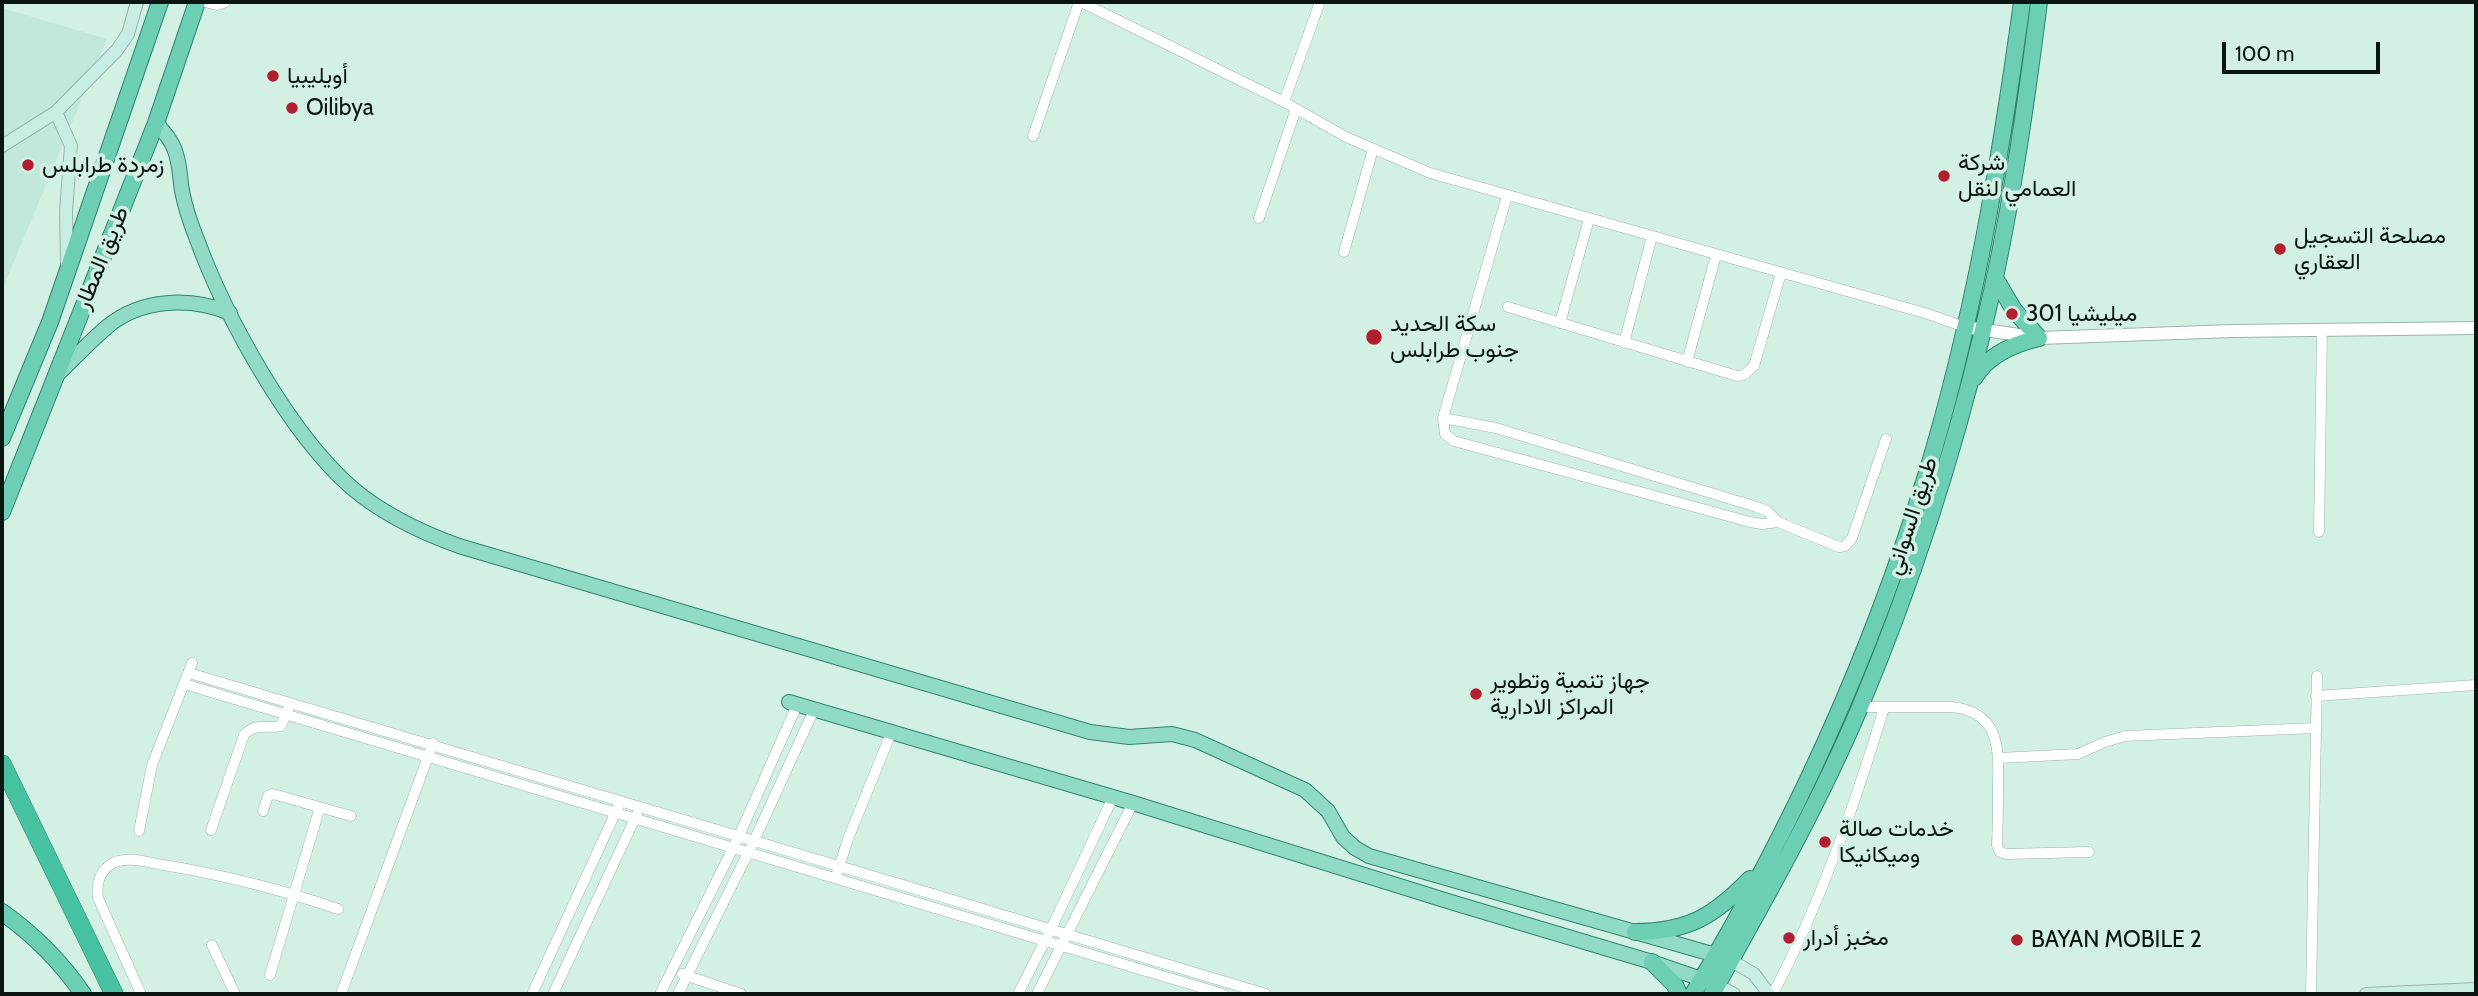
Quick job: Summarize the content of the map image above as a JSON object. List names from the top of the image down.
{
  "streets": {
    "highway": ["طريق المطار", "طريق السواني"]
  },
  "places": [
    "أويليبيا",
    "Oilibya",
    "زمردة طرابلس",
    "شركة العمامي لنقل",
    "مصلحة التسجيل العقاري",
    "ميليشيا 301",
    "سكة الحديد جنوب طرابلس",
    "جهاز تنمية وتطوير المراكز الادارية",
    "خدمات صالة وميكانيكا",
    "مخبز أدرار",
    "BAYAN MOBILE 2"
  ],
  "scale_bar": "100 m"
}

==

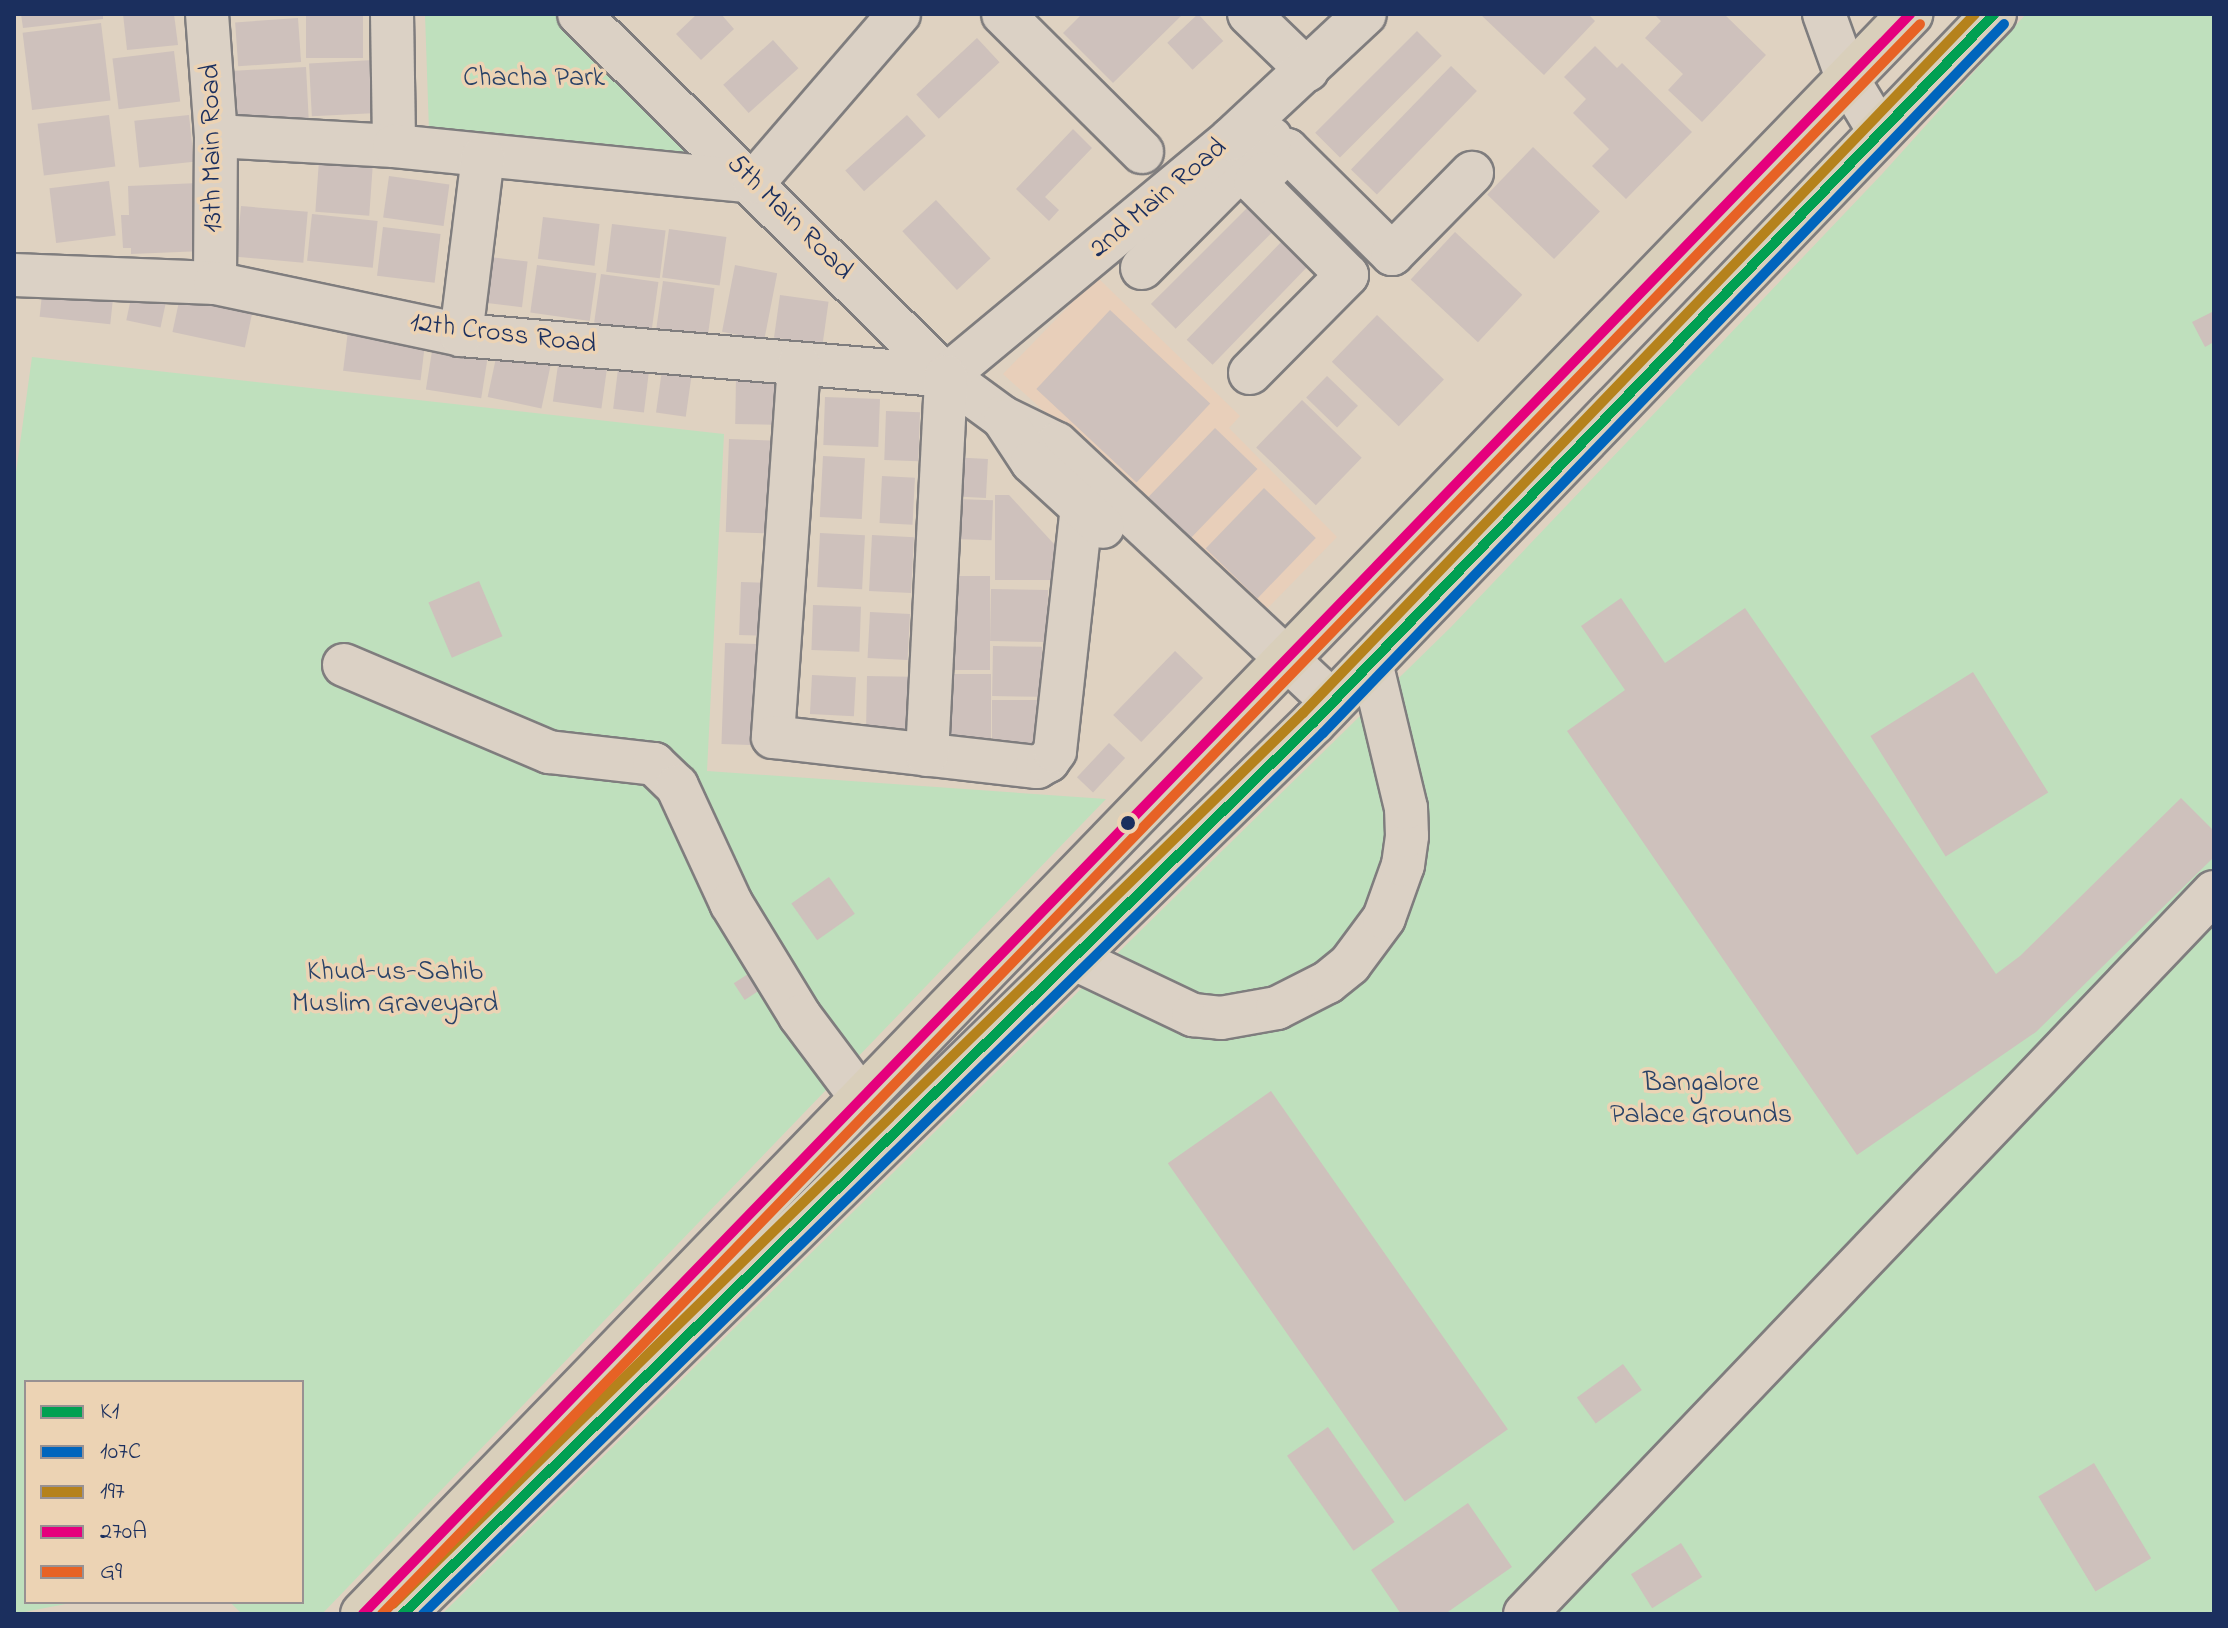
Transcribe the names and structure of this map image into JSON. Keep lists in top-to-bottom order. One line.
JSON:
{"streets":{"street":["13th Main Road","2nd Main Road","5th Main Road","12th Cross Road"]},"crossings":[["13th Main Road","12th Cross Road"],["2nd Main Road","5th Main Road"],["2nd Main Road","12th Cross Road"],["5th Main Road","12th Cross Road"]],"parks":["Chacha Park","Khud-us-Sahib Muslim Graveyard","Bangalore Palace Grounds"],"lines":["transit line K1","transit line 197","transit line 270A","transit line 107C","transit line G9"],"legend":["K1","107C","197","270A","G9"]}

--

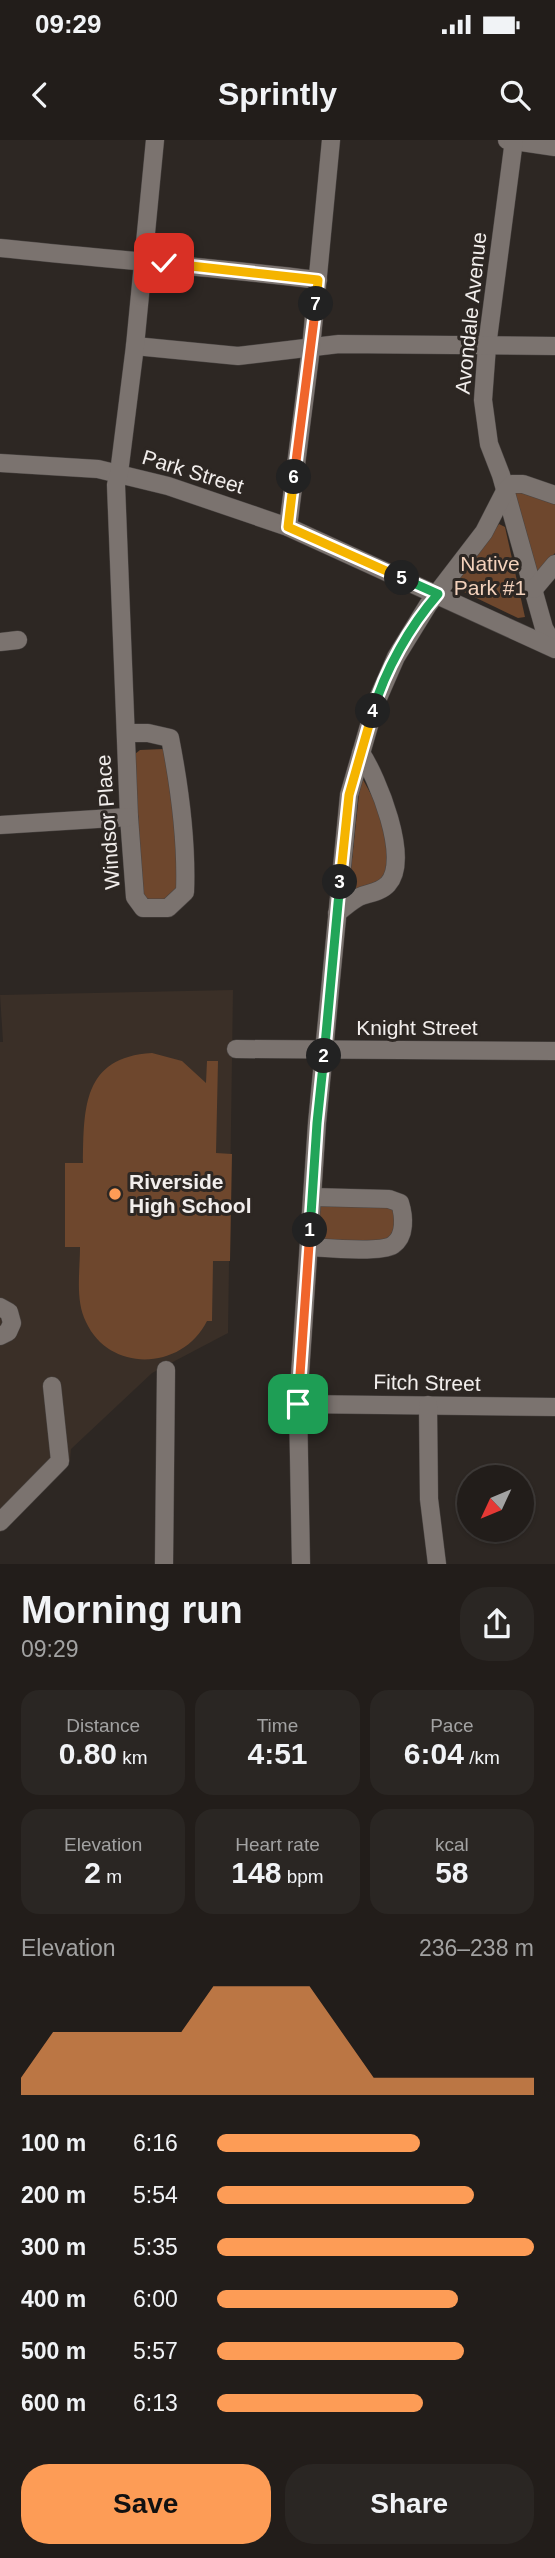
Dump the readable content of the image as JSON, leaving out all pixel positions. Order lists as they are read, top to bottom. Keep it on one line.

**Aim of the exercise**
What lines in the entries contain "bottom"? Report each one by copying it.

**Solved exercise**
Transcribe the names and structure of this map image into JSON. Keep lists in top-to-bottom order. One line.
Dump the readable content of the image as JSON, leaving out all pixel positions. Order lists as they are read, top to bottom. Keep it on one line.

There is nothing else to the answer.